Ler manchetes do início do século passado pode ser mais interessante e revelador do que dar aquela olhada na banca para ver o que está estampado nas capas dos jornais do dia. Notícias podem ser consideradas uma das criações da humanidade com maior capacidade de se tornarem obsoletas, pois o que aconteceu ontem é ofuscado pelo que há de novo hoje. Mas, quando o antigo atinge uma idade avançada, ele mesmo se torna uma notícia. Pela Hemeroteca Digital Brasileira, os curiosos podem conferir quais foram as novidades diárias dos avós e bisavós da atual geração, a Y.
Criada pela Fundação Biblioteca Nacional (FBN), a hemeroteca digital é um portal com 5 milhões de páginas digitalizadas provenientes do acervo físico bicentenário da fundação, que totaliza 17 quilômetros de prateleiras. A busca é gratuita e aberta a todos. Os internautas têm duas opções de pesquisa no site: por ordem cronológica ou por palavras. O segundo tipo é o mais interessante. Por meio de uma tecnologia cedida pela DocPro, empresa especialista em acervos digitais, é possível procurar qualquer palavra e obtê-la destacada nas páginas, onde ela aparece escrita no jornal especificado. Uma boa opção para saber quando os jornais começaram a usar termos como “informática” e “tecnologia” nas suas reportagens. O nível de acerto depende muito da qualidade em que se encontra o microfilme ou o original do periódico. A encadernação virtual foi feita fascículo por fascículo, gerando várias páginas em PDF. Até o momento, a versão digital tem o tamanho de 30TB, mas a pretensão é que chegue a 50TB, com quase 10 milhões de páginas.
200 mil visitas
São ao todo 638 publicações periódicas produzidas em 26 estados nas cinco regiões do país ao longo de dois séculos. A história começa com a introdução da imprensa no Brasil, em 1808, com a vinda da Corte portuguesa para terras tropicais. Exemplares do Correio Braziliense e da Gazeta do Rio de Janeiro, os primeiros jornais brasileiros, estão na hemeroteca para quem quiser saber como tudo começou até chegarmos à diversidade de produções nos tempos atuais. “Contamos também com manuscritos datados de antes de 1808, quando a imprensa ainda era proibida.
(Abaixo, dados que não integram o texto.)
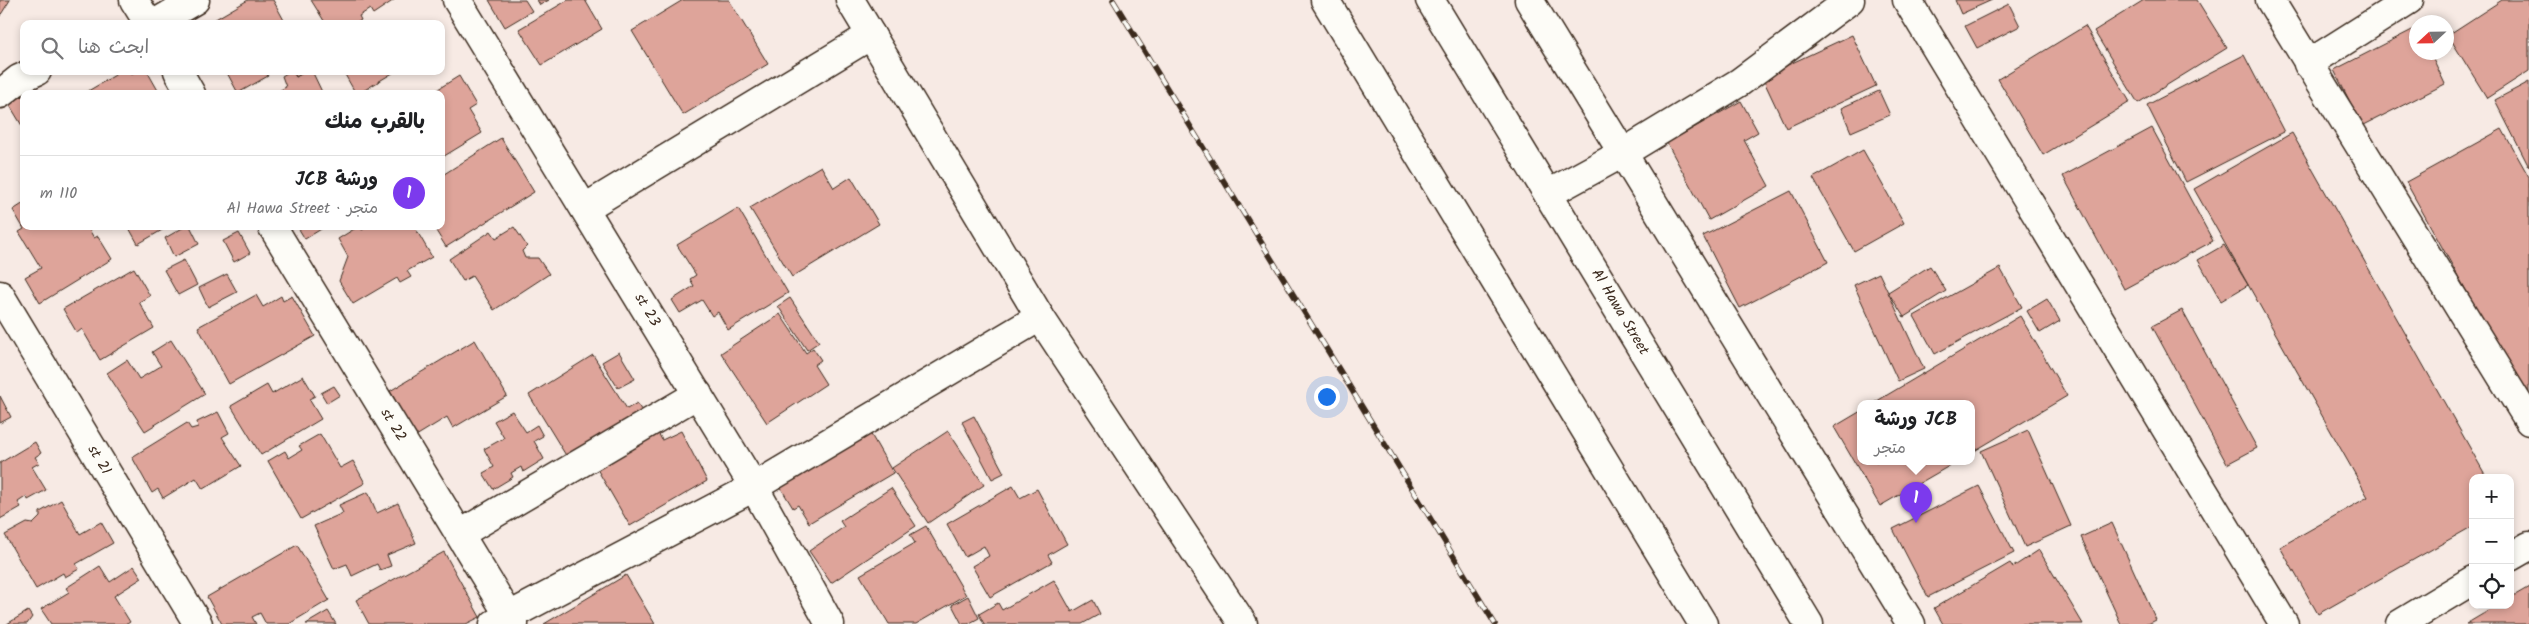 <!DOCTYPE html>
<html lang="ar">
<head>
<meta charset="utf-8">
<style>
	:root { --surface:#fff; --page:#f6f6f6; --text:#202124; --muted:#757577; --line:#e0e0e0; --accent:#7c3aed }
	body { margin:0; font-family:Kalam,"Playpen Sans Arabic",sans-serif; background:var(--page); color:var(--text); direction:rtl }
	.controls { position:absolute; right:15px; bottom:15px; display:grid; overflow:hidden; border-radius:10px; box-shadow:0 2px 8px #0003 }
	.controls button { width:45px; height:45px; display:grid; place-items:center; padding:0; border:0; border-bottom:1px solid var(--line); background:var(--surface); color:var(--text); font:25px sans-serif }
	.compass { position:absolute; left:2409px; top:15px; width:45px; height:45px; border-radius:50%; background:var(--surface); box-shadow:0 2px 8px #0003; rotate:248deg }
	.you { position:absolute; left:1326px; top:396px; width:18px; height:18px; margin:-12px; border:4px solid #fff; border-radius:50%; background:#1a73e8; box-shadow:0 0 0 8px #1a73e833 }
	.badge { display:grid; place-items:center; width:32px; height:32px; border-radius:50%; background:var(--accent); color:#fff; font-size:16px; font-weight:700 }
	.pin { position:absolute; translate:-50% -41px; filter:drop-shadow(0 1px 2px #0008) }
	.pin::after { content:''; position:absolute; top:26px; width:18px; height:15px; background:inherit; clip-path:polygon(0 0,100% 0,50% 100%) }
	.popup { position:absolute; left:1857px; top:400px; width:118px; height:65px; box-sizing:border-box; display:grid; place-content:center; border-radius:10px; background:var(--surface); filter:drop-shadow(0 1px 4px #0005); font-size:16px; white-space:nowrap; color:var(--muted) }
	.popup b { font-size:19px; color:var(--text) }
	.popup::after { content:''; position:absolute; left:50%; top:100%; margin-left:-10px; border:10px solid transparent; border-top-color:var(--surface) }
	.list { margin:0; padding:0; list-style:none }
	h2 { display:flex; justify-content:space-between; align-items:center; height:65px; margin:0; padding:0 20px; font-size:21px }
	h2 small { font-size:16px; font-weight:400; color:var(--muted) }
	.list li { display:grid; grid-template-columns:32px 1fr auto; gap:15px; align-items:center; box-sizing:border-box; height:75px; padding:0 20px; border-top:1px solid var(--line) }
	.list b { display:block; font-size:19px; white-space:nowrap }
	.list p { margin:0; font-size:16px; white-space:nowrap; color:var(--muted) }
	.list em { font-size:16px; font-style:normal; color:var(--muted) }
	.icon { flex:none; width:28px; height:28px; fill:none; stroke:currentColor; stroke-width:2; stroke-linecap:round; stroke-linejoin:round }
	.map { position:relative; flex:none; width:2529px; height:624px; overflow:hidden; direction:ltr }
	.search { position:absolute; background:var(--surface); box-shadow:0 2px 8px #0003; left:20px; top:20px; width:425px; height:55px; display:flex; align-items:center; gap:12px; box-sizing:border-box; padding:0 18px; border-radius:10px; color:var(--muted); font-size:19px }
	.panel { position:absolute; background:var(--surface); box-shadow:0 2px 8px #0003; left:20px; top:90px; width:425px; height:140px; border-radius:10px; direction:rtl }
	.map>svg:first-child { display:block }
</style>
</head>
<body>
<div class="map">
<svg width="2529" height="624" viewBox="0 0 2529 624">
	<rect width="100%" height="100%" fill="#f7eae4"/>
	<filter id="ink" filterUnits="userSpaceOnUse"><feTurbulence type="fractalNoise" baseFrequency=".02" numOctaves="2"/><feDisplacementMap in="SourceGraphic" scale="10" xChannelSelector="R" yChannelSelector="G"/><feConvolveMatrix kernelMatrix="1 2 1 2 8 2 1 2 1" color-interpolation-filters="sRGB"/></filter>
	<g filter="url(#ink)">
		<g fill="#dea49a" stroke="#3b2a1e">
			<path d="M0,0h10l-10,16z"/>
			<path d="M248,0h25l13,24h-79z"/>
			<path d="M311,0h83l-21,14 -3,-5 -11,7 2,4 -6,4h-29z"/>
			<path d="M489,0h36l7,11 -27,16z"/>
			<path d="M537,0h12l-9,5z"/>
			<path d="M568,0h17l17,29 -60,36 -23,-36z"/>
			<path d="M683,0h46l39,64 -85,51 -51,-84z"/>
			<path d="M1955,0h37l-31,14z"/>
			<path d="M2144,0h53l30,48 -89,55 -44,-72z"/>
			<path d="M2502,0h27v71l-42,27 -39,-63z"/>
			<path d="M2009,4l11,22 -43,22 -12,-22z"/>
			<path d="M2085,26l45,76 -87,53 -45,-76z"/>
			<path d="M2416,28v24h14l15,32 -83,42 -28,-56z"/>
			<path d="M1852,35l24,51 -90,42 -24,-51z"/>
			<path d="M2244,55l40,77 -98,50 -39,-77z"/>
			<path d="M122,71h7l2,3 6,-3h10l13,23h-77z"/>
			<path d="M226,71h39l3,5 -30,17z"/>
			<path d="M290,71h3l3,6 10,-6h6l11,23h-50l13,-7 -4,-11z"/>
			<path d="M293,71h13l-10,6z"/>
			<path d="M343,71h53l-38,23h-2z"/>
			<path d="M459,76l17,29 -8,5 14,23 -41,25v-64h-11z"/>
			<path d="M2529,82v85l-34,-67z"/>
			<path d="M1879,91l11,24 -39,17 -10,-24z"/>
			<path d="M24,95v34l-15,-25z"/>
			<path d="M1741,101l17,31 -14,8 25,46 -60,34 -42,-77z"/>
			<path d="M2152,128l61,113 -89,48 -61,-113z"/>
			<path d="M2502,129l27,48v227l-123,-222z"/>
			<path d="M2292,133l195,345h-14v48l-155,88 -38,-67 88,-50 -174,-308z"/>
			<path d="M501,138l33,54 -88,55 -13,-21h8v-50z"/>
			<path d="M1863,150l41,73 -50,28 -41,-73z"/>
			<path d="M821,166l13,22 17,-11 28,47 -87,53 -42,-69z"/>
			<path d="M1791,191l37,71 -88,46 -37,-72z"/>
			<path d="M24,203v23h63l7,12 4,-2 14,23 -72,44 -15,-26 16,-9 -22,-36 5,-3 -11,-19z"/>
			<path d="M738,208l50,85 -60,37 -10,-18 -6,4 -10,-16 -22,13 -8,-13 22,-14 -4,-7 6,-4 -19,-30z"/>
			<path d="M128,226h41l-31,18z"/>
			<path d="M186,226h4l9,18 -25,13 -9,-19z"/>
			<path d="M297,226h29l-21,13z"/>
			<path d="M359,226l3,4 7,-4h45l18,31 -25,14 4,6 -11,6 -3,-5 -44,26 -14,-23 9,-24 -10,-18z"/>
			<path d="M514,227l13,19 -5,5 3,7h13l11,16 -55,36 -22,-34 -9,5 -14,-22 42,-28 5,7z"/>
			<path d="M239,233l11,20 -16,9 -11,-21z"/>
			<path d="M2224,245l24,40 -27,16 -23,-41z"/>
			<path d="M184,260l13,25 -19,10 -14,-25z"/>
			<path d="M1930,266l16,25 -42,26 -16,-25z"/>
			<path d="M134,268l16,28 -11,6 15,26 -54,32 -18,-31 -5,4 -14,-24z"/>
			<path d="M2000,268l22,39 -87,47 -21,-38z"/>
			<path d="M1879,273l45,96 -26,12 -44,-96z"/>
			<path d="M227,274l10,18 -29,15 -9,-19z"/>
			<path d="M256,295l7,12 18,-11 2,5 9,-5 23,40 -86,48 -31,-57z"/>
			<path d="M790,298l29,44 -12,8 -29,-44z"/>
			<path d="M2047,299l13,22 -20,12 -13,-22z"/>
			<path d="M2182,310l75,138 -30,16 -75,-138z"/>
			<path d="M780,314l26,39 7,-5 8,12 -7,5 12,19 -59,39 -46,-70z"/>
			<path d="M2020,316l47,80 -96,57v-49h-99z"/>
			<path d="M171,340l34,54 -60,37 -38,-58 20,-13 12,19 22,-13 -9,-14z"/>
			<path d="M475,340l32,56 -54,32 -6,-11 -31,19 -26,-45z"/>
			<path d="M619,352l16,27 -17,9 -16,-26z"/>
			<path d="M593,355l34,54 10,-6 7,12 -74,47 -41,-67z"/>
			<path d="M303,376l12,20 -6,3 12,20 -60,36 -30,-49 36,-21 5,9z"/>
			<path d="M334,386l6,9 -13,8 -6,-10z"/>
			<path d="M0,396l11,21 -11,6z"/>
			<path d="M512,411l14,21 11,-7 6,11 -9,5 10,18 -21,13 -2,-5 -10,6 2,4 -20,12 -10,-16 11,-6 -10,-18 20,-11 -10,-17z"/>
			<path d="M1861,411v51h95l-76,44 -46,-79z"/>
			<path d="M218,412l11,21 -7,4 19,29 -38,23 -7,-11 -33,20 -5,-9 -6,4 -20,-36 55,-34 4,6 7,-2 -1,-5z"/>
			<path d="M974,416l30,57 -12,6 -30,-57z"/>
			<path d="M654,425l8,15 19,-9 26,50 -77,45 -37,-64z"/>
			<path d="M2028,430l43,96 -46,21 -44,-96z"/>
			<path d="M869,431l24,42 -84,50 -11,-18 -5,3 -14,-23z"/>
			<path d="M948,431l36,54 -56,38 -36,-55z"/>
			<path d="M320,434l20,34 13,-7 12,22 -64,36 -33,-58 17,-10 4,7 13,-8 -3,-4z"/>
			<path d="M35,442l6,11 -6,4 4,6 -7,4 14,23 -18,10 -1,-4 -9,6 3,5 -21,12v-56z"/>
			<path d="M1013,486l7,12 17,-9 30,55 -19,11 4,7 -62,35 -18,-31 17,-10 -5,-10 -19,11 -18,-33z"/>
			<path d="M1979,486l35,67 -86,44 -35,-68z"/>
			<path d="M891,488l25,38 -85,57 -22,-32 35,-24 -4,-6z"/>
			<path d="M368,492l9,21 21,-10 18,40 -29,12 4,11 -11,4 -3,-6 -25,12 -5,-12 -13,5 -20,-43 29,-13 -4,-8z"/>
			<path d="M61,500l19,34 21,-12 12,21 -37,21 3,5 -14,8 -2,-4 -27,16 -31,-54 22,-12 6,1 7,-7v-5z"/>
			<path d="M2112,523l44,97 -8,4h-27l-40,-87z"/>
			<path d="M926,526l40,69 -50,29h-27l-29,-49 55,-32 -5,-8z"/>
			<path d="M297,545l32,55 -40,24h-23l-6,-11 -8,4 4,7h-34l-15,-27z"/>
			<path d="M2039,550l44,74h-140l-9,-16 76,-45 3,4z"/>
			<path d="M444,552l36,65 -14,7h-97l-13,-24z"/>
			<path d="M100,566l10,16 24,-16 8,12 -28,18 16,26 -3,2h-76l-10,-15 28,-17 -3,-4z"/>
			<path d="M626,575l29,49h-111z"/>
			<path d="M1054,580l18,32 21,-12 7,14 -18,10h-98l-5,-10 19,-11 4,7z"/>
			<path d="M2529,587v37h-63l32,-19h12v-7z"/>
			<path d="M968,596l11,22 -11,6h-6l-10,-19z"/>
			<path d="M28,611l4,6 -5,7h-20z"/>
			<path d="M328,611l8,13h-30z"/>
		</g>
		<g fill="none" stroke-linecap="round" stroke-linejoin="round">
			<g stroke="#3b2a1e" stroke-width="31">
				<g id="street">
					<path d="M134,0l15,24"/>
					<path d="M457,0l297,487 76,137"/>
					<path d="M850,0l190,317 203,307"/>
					<path d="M1529,0l382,624"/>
					<path d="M1907,0l377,624"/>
					<path d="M2270,0l259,421"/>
					<path d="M154,24l41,-24"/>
					<path d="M2308,64l101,-64"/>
					<path d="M178,71l13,23"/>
					<path d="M0,94l19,-15 18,-8"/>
					<path d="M1548,194l75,-41 117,-71 110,-82"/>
					<path d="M585,208l286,-173"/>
					<path d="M272,226l242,398"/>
					<path d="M0,295l198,329"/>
					<path d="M460,534l238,-140"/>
					<path d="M2510,557l19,-11"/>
					<path d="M494,624l260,-137 286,-170"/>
					<path d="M2400,624l73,-44"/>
				</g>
			</g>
			<g stroke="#3b2a1e" stroke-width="31">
				<g id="highway">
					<path d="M1325,0l378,624"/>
					<path d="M1430,0l379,624"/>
				</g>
			</g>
			<use href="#street" stroke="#fdfcf7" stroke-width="28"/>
			<use href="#highway" stroke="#fdfcf7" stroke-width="28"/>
			<g stroke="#3b2a1e" stroke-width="5.5">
				<path id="rail" d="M1113,0l382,624"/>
			</g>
			<use href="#rail" stroke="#fdfcf7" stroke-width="4" stroke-dasharray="11" stroke-linecap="butt"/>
		</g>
	</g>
	<g text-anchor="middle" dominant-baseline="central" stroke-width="4.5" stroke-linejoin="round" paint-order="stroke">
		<g font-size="15" fill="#3b2a1e" stroke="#fdfcf7">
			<text transform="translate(647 310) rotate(59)">st 23</text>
			<text transform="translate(1620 312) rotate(59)">Al Hawa Street</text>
			<text transform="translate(393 425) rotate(59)">st 22</text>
			<text transform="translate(99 460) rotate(59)">st 21</text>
		</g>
	</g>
</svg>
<div class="controls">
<button>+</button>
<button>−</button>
<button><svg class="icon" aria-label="locate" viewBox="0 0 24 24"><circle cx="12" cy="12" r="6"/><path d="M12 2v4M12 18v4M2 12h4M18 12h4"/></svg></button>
</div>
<svg class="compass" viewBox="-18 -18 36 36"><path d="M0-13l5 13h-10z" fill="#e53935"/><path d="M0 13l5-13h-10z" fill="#757577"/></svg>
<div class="you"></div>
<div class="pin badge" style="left:1916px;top:523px">1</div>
<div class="popup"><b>ورشة JCB</b>متجر</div>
<div class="search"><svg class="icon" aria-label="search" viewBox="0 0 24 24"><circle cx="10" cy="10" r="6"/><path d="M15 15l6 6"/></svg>ابحث هنا</div>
<section class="panel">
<h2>بالقرب منك<small></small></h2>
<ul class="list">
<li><span class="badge">1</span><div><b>ورشة JCB</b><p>متجر · Al Hawa Street</p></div><em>110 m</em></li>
</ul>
</section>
</div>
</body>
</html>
Um exemplo é O Mosquito”, revela Ângela Monteiro Bettencourt, coordenadora da Biblioteca Nacional Digital.
A hemeroteca é a primeira com essa quantidade de títulos, possibilidades de pesquisa e livre acesso a ser criada no Brasil, e conta também com periódicos em outras línguas que circularam por aqui, como o italiano Il Pasquino Coloniale e o Diario Español.
De acordo com Ângela, o acesso mensal da hemeroteca atinge a marca de 200 mil visitas. O processo de digitalização começou este ano e a previsão de inclusão de todo o arquivo físico é para março de 2013. Três scanners importados fazem o trabalho de digitalização. Por microfilmagem, tudo é bem mais rápido: cerca de 20 mil páginas por dia. Quando é necessária a captura do original, apenas 500 páginas vão para o computador diariamente.
Ângela acredita que a popularização da hemeroteca é a maior importância da digitalização do acervo. “O arquivo deixa de ser solicitado apenas por pessoas mais eruditas e pesquisadores, encontrando um público mais comum, como alguém que quer saber das notícias do seu time do coração em 1923”, comenta.
Participação mineira
Todos os periódicos da hemeroteca são de domínio público, exceto o Jornal do Brasil, que cedeu suas publicações de 1950 a 2000 para compor o acervo. “Para aumentarmos ainda mais nossos arquivos, precisamos que os jornais que ainda estão em circulação tenham interesse em mandar suas publicações para nós”, acrescenta Ângela.
De Minas Gerais, 36 periódicos compõem a participação do estado na montagem da história do país por meio das notícias. Entre eles está O Sexo Feminino, semanário dedicado aos interesses da mulher, que circulou na cidade de Campanha entre 1873 e 1889, já cheio de ideais feministas. “Além dos próprios jornais, estamos redigindo artigos explicando mais sobre a história e o foco de cada um, para ajudar ainda mais no processo de pesquisa”, diz Ângela. A hemeroteca física fica na Biblioteca Nacional, na Avenida Rio Branco, 219, Rio de Janeiro.